VILNIUS (Reuters) - A plane with 52 people aboard crash landed in Lithuania on Wednesday but no one was hurt, the airport said, in the second such accident this week involving a turboprop of the Scandinavian SAS airline.
The plane ploughed through the ground with its fuselage and right wing and slid off the runway at Vilnius airport when the crew decided to put down there after noticing in flight that landing gear had failed.
Following a crash of the same type of SAS plane on Sunday in Denmark, also due to landing gear problems, the airline said it was grounding the Canadian DHC-8-400 aircraft and cancelling 112 flights.
None of the 48 passengers or 4 crew was injured in Wednesday's accident involving the plane, popularly known as the Dash 8, SAS said in a statement. The accident happened at 1.48 a.m. local time (2248 GMT), it added.

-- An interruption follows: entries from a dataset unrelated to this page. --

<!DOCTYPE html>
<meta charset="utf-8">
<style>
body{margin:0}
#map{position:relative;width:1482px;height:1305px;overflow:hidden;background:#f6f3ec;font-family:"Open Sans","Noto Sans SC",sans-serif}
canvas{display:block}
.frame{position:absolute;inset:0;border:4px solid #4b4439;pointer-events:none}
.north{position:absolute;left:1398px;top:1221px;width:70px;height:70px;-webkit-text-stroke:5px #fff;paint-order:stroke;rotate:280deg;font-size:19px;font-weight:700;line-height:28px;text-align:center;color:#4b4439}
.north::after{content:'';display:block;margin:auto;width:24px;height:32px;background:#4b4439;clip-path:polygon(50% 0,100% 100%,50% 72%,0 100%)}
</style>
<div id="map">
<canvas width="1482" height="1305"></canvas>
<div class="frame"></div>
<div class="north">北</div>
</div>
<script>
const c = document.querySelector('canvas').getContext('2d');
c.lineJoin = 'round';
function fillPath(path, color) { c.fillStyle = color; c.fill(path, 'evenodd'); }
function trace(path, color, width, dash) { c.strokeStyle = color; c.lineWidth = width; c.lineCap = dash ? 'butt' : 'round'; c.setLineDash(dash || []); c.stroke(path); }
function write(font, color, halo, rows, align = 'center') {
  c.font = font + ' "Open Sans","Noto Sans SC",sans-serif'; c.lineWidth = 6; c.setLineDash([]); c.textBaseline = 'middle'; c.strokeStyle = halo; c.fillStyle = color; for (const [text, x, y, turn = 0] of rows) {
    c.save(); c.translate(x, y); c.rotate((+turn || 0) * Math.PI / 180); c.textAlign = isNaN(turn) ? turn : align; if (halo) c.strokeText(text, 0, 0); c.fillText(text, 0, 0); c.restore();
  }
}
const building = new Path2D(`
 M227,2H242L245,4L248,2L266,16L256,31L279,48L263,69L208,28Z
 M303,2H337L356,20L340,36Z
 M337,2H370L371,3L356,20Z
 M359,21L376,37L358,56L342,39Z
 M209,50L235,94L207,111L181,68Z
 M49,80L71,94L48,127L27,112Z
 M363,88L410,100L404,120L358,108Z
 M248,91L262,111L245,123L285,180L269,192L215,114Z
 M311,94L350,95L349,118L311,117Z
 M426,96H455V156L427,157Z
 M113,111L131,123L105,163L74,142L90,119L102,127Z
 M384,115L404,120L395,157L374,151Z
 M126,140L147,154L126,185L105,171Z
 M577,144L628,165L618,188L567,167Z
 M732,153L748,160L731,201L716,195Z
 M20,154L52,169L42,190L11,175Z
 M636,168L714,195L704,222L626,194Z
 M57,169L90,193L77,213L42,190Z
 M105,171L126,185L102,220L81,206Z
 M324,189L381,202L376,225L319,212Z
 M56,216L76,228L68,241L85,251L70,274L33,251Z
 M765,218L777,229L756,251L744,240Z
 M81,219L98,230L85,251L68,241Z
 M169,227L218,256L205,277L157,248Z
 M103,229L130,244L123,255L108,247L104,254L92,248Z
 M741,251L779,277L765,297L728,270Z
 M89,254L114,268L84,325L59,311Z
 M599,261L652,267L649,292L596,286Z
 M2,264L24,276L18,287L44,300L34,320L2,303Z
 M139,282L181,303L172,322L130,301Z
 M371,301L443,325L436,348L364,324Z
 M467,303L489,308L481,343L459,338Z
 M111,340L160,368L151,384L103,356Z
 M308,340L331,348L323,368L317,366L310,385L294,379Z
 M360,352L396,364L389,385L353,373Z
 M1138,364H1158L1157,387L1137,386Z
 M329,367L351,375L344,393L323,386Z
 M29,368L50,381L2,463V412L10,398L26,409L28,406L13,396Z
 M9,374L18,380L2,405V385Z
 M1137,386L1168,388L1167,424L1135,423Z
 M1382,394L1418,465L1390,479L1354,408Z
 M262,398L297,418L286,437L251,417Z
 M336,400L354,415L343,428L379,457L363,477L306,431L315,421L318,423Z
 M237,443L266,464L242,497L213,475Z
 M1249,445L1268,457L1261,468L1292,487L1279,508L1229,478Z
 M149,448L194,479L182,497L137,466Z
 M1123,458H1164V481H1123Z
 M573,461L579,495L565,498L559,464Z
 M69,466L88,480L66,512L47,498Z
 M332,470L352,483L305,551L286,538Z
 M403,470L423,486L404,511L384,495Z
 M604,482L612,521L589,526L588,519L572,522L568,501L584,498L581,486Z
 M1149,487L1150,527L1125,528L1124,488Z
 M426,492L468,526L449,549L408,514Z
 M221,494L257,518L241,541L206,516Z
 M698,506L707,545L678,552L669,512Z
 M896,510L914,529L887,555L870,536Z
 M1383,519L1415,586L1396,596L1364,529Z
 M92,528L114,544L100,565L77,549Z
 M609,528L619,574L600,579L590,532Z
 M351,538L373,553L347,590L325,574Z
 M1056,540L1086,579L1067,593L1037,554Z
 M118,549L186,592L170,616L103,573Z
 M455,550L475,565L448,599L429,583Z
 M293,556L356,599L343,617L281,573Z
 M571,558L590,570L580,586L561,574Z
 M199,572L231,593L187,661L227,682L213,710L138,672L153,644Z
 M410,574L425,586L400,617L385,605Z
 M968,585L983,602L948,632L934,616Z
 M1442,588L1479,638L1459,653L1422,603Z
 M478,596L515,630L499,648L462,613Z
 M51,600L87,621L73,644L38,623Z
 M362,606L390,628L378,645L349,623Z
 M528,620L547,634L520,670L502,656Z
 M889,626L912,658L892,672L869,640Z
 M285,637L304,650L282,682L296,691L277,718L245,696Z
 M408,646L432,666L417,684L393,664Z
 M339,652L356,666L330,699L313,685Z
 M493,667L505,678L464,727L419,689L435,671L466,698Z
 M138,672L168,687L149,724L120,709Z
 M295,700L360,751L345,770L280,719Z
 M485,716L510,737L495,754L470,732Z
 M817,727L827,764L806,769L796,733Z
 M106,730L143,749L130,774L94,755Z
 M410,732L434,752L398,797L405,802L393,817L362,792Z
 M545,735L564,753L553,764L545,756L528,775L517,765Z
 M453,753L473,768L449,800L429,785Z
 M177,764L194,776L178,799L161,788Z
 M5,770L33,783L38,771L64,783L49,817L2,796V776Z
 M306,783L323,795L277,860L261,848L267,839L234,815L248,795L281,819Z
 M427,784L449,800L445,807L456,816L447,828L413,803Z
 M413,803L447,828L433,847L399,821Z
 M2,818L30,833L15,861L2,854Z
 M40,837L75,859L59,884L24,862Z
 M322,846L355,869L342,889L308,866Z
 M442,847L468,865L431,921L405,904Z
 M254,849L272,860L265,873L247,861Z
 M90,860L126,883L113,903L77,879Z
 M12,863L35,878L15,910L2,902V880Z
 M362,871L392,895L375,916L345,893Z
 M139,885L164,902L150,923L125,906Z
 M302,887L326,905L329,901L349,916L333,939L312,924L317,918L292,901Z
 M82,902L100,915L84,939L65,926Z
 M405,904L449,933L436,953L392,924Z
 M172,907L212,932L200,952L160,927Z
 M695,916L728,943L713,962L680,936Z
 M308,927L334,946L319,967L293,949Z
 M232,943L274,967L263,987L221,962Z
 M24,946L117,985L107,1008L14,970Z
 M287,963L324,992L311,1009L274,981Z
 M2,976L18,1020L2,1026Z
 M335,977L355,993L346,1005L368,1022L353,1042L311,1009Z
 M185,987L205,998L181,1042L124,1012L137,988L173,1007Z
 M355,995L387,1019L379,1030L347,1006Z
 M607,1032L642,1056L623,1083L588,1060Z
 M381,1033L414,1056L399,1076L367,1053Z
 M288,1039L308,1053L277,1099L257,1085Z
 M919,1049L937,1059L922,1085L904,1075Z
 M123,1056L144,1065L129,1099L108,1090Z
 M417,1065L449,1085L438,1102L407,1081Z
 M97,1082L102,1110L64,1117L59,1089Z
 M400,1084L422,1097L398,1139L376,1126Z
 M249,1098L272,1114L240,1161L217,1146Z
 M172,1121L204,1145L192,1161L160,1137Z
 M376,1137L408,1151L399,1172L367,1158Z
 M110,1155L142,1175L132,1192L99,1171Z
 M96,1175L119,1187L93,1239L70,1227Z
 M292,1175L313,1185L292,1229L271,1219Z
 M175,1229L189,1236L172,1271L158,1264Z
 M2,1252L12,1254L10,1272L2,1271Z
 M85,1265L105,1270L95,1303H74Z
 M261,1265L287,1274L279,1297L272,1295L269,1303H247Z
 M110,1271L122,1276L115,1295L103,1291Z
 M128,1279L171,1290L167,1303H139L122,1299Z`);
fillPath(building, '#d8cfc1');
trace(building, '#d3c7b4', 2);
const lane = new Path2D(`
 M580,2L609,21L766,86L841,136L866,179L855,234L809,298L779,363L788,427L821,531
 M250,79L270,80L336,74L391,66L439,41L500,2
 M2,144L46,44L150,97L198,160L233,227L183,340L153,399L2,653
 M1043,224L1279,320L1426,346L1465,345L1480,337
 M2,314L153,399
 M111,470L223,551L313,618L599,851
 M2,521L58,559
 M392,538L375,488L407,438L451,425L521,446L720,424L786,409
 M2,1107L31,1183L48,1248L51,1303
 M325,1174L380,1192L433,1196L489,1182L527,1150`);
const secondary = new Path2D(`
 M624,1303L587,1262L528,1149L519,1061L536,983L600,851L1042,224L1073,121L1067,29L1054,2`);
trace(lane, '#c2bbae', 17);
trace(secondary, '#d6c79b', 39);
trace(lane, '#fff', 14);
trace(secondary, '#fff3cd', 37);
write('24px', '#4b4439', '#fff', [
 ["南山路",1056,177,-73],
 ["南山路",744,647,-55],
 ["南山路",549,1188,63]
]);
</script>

"The plane was en route from Copenhagen to the western Lithuanian town Palanga when the crew noted the failure of the front and right landing gear," said Vilnius airport spokesman Arunas Marcinkevicius.
The crew then decided to land in Vilnius, which has a longer and broader runway.
Emergency crews raced to the scene to evacuate the passengers and crew, but no one was injured, he added.
Another SAS operated plane of the same type with 73 people on board crashed on Sunday due to landing gear failure in Aalborg in western Denmark, but no one was seriously injured.
The twin-engine turboprop is produced by Canada's Bombardier . Its Q400 version can seat between 68 and 78 passengers, depending on configuration.